Potty Training Charts: Everything Parents Need to Know
A toddler’s transition to the toilet is one of the most stressful moments of parenting. Here's how a potty training charts can help move things along.
Most children aren’t ready for potty training until they're at least 2 or 3 years old, and they often need a little motivation to transition from diapers to the toilet. A potty training chart, which is a reward system that monitors your little one's success, can help the process go smoothly. Here's what you need to know about this time-honored technique.
What's a Potty Training Chart?
Just as its name suggests, a potty chart is a calendar that tracks your child's trends, progress, and success throughout potty training. Potty charts often help motivate children, giving them a sense of self-awareness when ditching the diapers. They’re also incredibly helpful for the caregiver, and they can serve as a guide when updating your child's pediatrician.
Potty charts come in all shapes, sizes, colors, and forms. While there are plenty of free printable potty charts available online, some caregivers prefer to make their own with posters, stickers, and markers.
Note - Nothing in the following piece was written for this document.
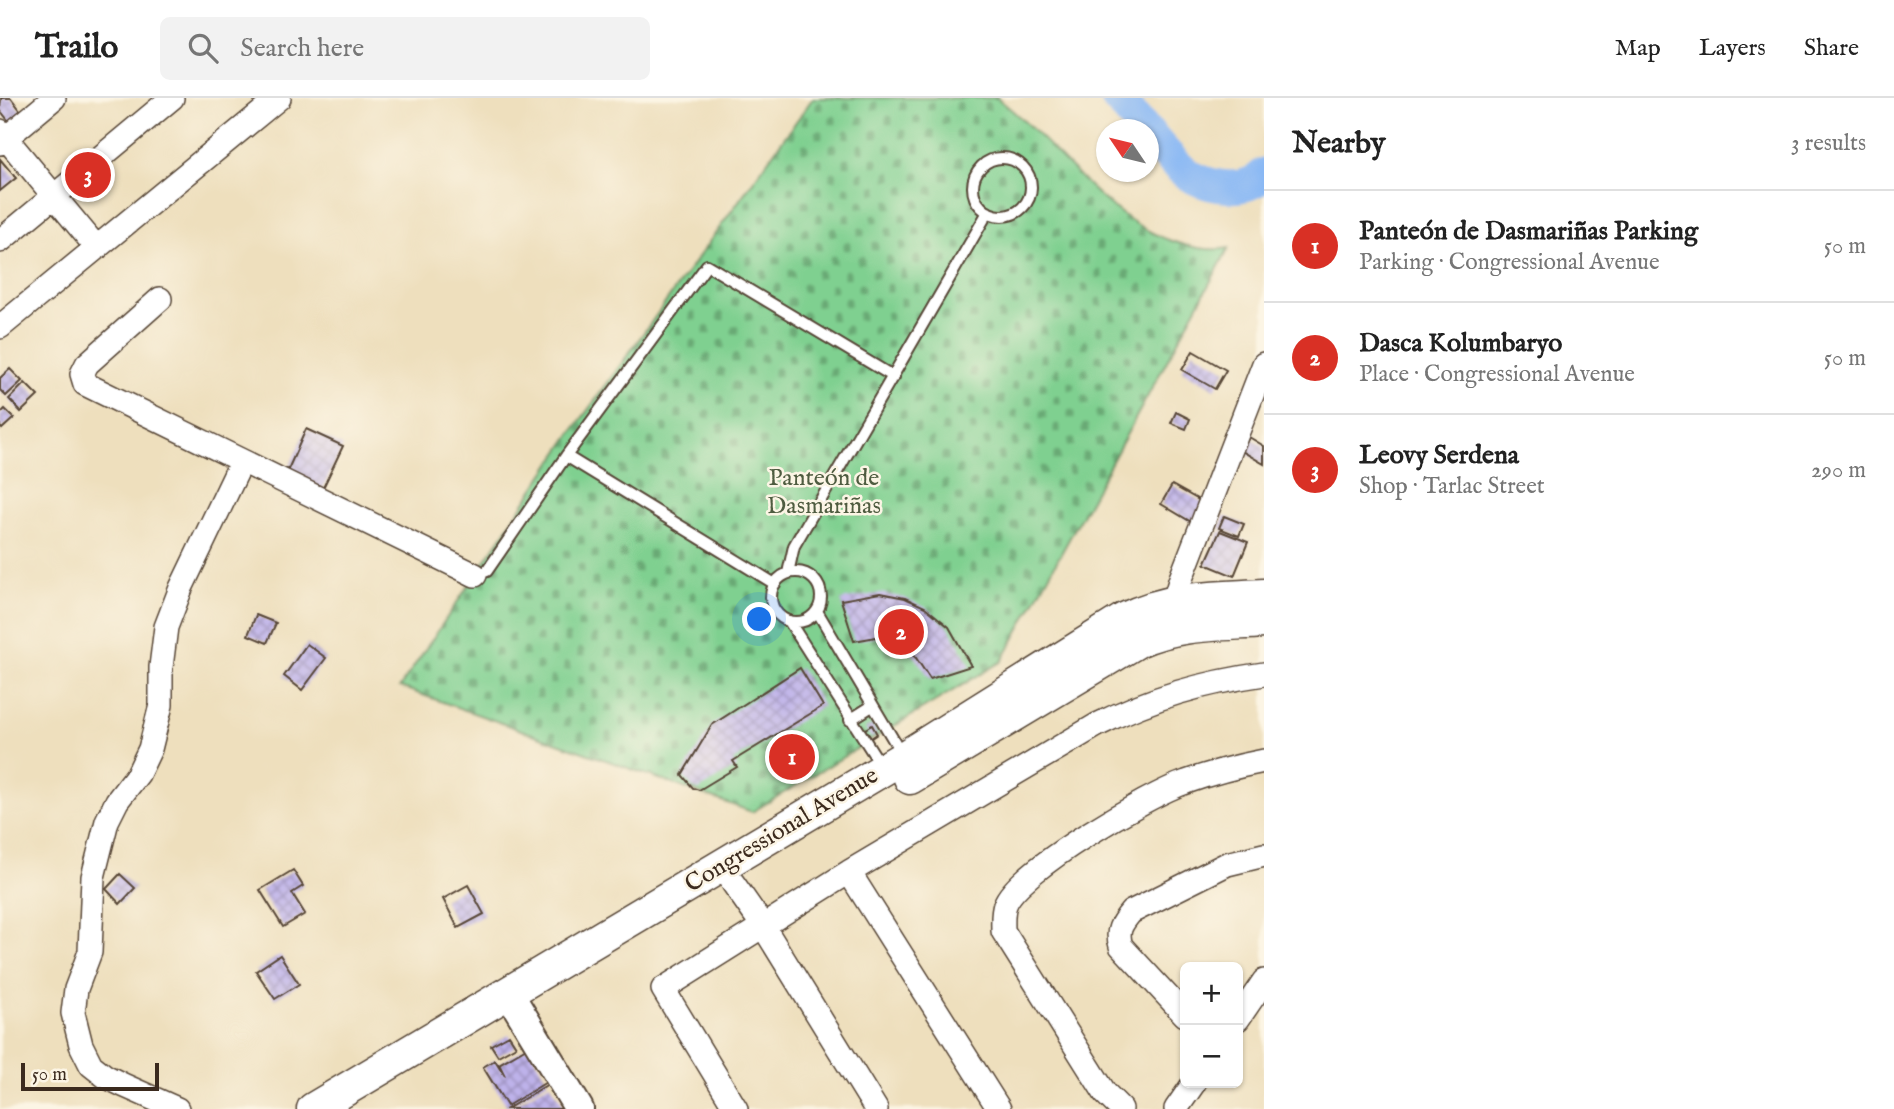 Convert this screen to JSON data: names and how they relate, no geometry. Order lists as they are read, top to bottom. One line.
{"streets":{"main road":["Congressional Avenue"]},"parks":["Panteón de Dasmariñas"],"scale_bar":"50 m","north":"top left","page":{"header":"Trailo","search":"Search here","nav":["Map","Layers","Share"],"heading":["Nearby","3 results"],"pins":["3","2","1"],"list":[{"mark":"1","name":"Panteón de Dasmariñas Parking","note":"Parking · Congressional Avenue","value":"50 m"},{"mark":"2","name":"Dasca Kolumbaryo","note":"Place · Congressional Avenue","value":"50 m"},{"mark":"3","name":"Leovy Serdena","note":"Shop · Tarlac Street","value":"290 m"}],"map_buttons":["+","−"],"scale":"50 m"}}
How to Use Potty Training Charts
Every family uses potty training charts differently; some give their children stickers after each successful trip to the bathroom, while others dole them out for accident-free days. If your child earns a certain number of stickers, you might give them a small prize. This can be anything you deem sensible, but parenting experts warn against anything too "special," to soften the blow on the days when your child does have an accident. Collectible items—like toy cars and small dolls—usually work well.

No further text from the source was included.